Everything from the opening line of the records below up to and including the line containing "M799 202 837 249" should be retyped exactly, minus the pictures.

ENTRIES PROVIDED:

--- START ---

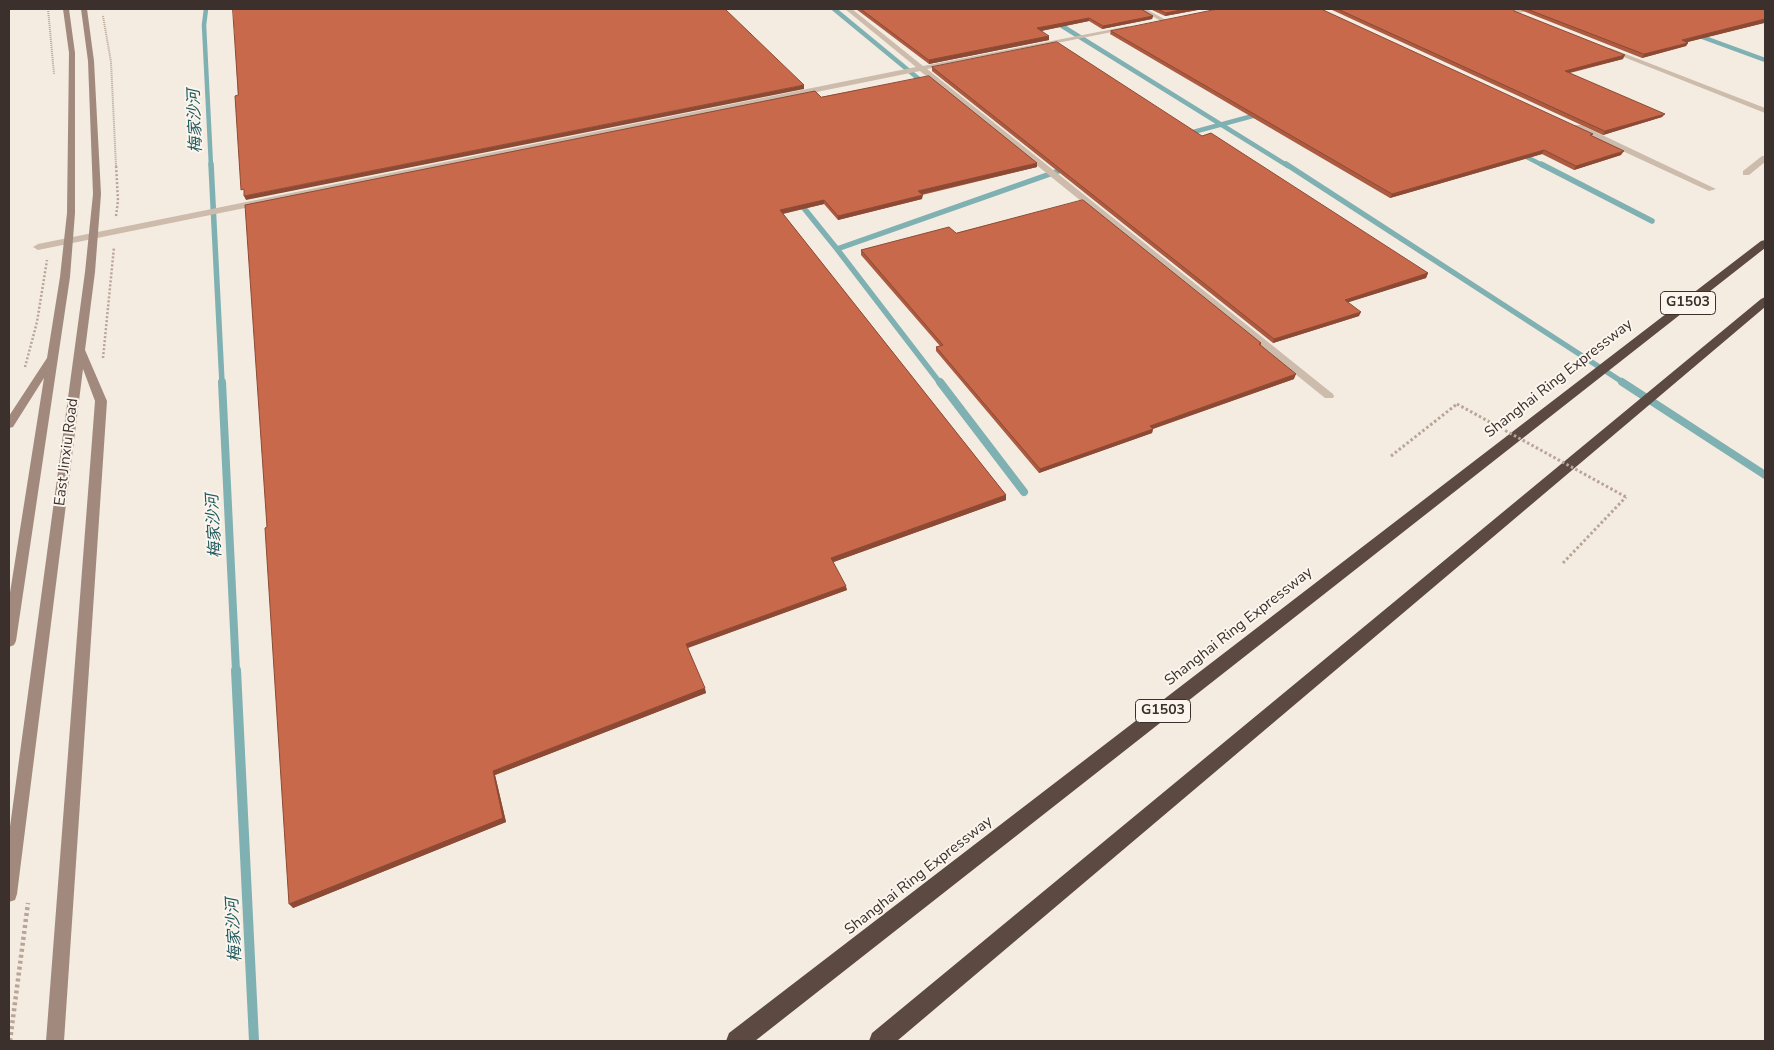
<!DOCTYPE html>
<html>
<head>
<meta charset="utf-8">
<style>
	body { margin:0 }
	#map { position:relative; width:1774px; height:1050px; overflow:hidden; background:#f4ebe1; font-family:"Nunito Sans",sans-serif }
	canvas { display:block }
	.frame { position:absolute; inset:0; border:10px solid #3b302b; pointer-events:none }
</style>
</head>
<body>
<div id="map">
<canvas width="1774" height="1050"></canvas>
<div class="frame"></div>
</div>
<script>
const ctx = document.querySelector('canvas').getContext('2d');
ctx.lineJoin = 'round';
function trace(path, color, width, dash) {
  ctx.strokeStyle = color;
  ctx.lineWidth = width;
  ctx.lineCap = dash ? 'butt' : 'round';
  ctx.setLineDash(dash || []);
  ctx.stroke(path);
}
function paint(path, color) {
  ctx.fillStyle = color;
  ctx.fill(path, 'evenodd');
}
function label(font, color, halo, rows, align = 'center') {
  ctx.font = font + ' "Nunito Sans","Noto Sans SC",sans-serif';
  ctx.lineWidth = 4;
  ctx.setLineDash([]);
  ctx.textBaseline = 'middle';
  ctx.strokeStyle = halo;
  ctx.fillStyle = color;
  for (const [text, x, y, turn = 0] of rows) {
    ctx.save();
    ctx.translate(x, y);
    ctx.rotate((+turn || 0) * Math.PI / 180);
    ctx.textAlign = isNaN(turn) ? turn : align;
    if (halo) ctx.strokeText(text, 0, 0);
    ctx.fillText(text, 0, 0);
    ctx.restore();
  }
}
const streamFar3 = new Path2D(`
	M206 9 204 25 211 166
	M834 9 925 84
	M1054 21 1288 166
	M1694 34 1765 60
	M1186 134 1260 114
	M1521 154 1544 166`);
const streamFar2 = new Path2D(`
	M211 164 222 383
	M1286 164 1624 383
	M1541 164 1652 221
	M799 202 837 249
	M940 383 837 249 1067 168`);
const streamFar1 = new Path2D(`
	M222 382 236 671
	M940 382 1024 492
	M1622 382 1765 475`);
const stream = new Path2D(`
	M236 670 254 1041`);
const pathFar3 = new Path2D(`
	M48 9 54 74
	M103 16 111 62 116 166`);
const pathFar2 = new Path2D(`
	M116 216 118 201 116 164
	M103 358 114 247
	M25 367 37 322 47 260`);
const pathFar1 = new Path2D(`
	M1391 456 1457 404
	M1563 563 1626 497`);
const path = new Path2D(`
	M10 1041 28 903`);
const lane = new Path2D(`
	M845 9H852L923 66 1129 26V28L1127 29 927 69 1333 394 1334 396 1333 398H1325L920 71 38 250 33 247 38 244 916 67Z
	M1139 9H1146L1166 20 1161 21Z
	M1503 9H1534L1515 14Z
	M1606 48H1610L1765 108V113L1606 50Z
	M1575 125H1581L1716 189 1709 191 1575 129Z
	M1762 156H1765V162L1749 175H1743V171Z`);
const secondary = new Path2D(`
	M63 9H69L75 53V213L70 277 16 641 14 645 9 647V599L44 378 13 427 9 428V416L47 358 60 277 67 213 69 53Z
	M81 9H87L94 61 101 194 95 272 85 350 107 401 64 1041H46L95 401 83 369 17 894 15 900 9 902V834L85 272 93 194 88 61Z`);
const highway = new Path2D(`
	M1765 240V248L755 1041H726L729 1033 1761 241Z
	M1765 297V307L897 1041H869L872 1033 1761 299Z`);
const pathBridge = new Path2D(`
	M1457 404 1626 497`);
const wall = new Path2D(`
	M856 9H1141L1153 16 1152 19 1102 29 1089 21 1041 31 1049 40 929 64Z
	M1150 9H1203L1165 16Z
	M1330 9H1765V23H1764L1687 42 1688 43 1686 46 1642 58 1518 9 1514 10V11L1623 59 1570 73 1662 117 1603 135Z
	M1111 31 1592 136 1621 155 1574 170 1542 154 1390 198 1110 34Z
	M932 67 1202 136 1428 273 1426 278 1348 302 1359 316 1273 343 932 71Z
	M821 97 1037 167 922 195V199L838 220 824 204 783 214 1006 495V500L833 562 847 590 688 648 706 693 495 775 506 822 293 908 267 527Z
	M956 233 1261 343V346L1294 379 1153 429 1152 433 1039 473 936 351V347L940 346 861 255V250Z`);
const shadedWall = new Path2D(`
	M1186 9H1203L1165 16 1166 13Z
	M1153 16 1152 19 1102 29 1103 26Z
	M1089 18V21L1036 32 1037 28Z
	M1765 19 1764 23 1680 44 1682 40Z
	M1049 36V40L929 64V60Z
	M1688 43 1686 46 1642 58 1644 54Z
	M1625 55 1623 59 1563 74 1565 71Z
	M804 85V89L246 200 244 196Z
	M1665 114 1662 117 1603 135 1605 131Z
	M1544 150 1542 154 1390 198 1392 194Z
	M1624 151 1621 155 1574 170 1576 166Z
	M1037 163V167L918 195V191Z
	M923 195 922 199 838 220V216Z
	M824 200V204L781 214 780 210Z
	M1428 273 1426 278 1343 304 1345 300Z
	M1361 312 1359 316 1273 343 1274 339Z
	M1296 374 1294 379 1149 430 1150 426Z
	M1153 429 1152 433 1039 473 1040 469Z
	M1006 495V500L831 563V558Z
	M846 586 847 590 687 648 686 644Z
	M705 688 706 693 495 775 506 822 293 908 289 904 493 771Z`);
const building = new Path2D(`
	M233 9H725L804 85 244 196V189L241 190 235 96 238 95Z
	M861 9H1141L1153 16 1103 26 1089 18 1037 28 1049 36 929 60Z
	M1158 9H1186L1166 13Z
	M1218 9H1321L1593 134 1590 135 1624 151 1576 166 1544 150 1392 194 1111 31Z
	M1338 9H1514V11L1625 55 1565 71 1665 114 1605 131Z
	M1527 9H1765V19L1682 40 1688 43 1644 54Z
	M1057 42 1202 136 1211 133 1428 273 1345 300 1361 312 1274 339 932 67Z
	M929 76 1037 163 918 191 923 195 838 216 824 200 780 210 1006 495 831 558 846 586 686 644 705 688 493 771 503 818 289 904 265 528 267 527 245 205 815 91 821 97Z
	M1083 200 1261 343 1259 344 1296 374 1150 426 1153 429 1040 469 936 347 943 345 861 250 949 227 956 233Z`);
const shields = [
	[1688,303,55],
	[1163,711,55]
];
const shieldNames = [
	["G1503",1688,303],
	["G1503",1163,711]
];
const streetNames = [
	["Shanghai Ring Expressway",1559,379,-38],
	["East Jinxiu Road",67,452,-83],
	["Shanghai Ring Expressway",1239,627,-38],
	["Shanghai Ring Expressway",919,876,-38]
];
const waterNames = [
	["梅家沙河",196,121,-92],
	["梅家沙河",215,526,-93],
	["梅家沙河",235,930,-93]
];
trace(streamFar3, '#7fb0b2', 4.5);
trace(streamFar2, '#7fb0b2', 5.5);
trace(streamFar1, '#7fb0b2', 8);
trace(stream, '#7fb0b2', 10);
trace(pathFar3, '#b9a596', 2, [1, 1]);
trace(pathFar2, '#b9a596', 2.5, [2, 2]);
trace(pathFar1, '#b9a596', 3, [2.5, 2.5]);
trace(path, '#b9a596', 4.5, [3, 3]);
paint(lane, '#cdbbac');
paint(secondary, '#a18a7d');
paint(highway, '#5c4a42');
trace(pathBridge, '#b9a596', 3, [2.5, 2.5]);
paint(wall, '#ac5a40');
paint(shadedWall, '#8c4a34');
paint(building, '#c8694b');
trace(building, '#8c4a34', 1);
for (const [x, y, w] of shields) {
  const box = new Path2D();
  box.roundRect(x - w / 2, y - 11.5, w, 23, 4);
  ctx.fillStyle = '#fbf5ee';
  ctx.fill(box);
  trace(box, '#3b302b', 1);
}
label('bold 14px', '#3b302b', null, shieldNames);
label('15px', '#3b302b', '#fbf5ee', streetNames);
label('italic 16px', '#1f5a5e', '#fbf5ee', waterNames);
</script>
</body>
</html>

--- END ---

OUTPUT:
<!DOCTYPE html>
<html>
<head>
<meta charset="utf-8">
<style>
	body { margin:0 }
	#map { position:relative; width:1774px; height:1050px; overflow:hidden; background:#f4ebe1; font-family:"Nunito Sans",sans-serif }
	canvas { display:block }
	.frame { position:absolute; inset:0; border:10px solid #3b302b; pointer-events:none }
</style>
</head>
<body>
<div id="map">
<canvas width="1774" height="1050"></canvas>
<div class="frame"></div>
</div>
<script>
const ctx = document.querySelector('canvas').getContext('2d');
ctx.lineJoin = 'round';
function trace(path, color, width, dash) {
  ctx.strokeStyle = color;
  ctx.lineWidth = width;
  ctx.lineCap = dash ? 'butt' : 'round';
  ctx.setLineDash(dash || []);
  ctx.stroke(path);
}
function paint(path, color) {
  ctx.fillStyle = color;
  ctx.fill(path, 'evenodd');
}
function label(font, color, halo, rows, align = 'center') {
  ctx.font = font + ' "Nunito Sans","Noto Sans SC",sans-serif';
  ctx.lineWidth = 4;
  ctx.setLineDash([]);
  ctx.textBaseline = 'middle';
  ctx.strokeStyle = halo;
  ctx.fillStyle = color;
  for (const [text, x, y, turn = 0] of rows) {
    ctx.save();
    ctx.translate(x, y);
    ctx.rotate((+turn || 0) * Math.PI / 180);
    ctx.textAlign = isNaN(turn) ? turn : align;
    if (halo) ctx.strokeText(text, 0, 0);
    ctx.fillText(text, 0, 0);
    ctx.restore();
  }
}
const streamFar3 = new Path2D(`
	M206 9 204 25 211 166
	M834 9 925 84
	M1054 21 1288 166
	M1694 34 1765 60
	M1186 134 1260 114
	M1521 154 1544 166`);
const streamFar2 = new Path2D(`
	M211 164 222 383
	M1286 164 1624 383
	M1541 164 1652 221
	M799 202 837 249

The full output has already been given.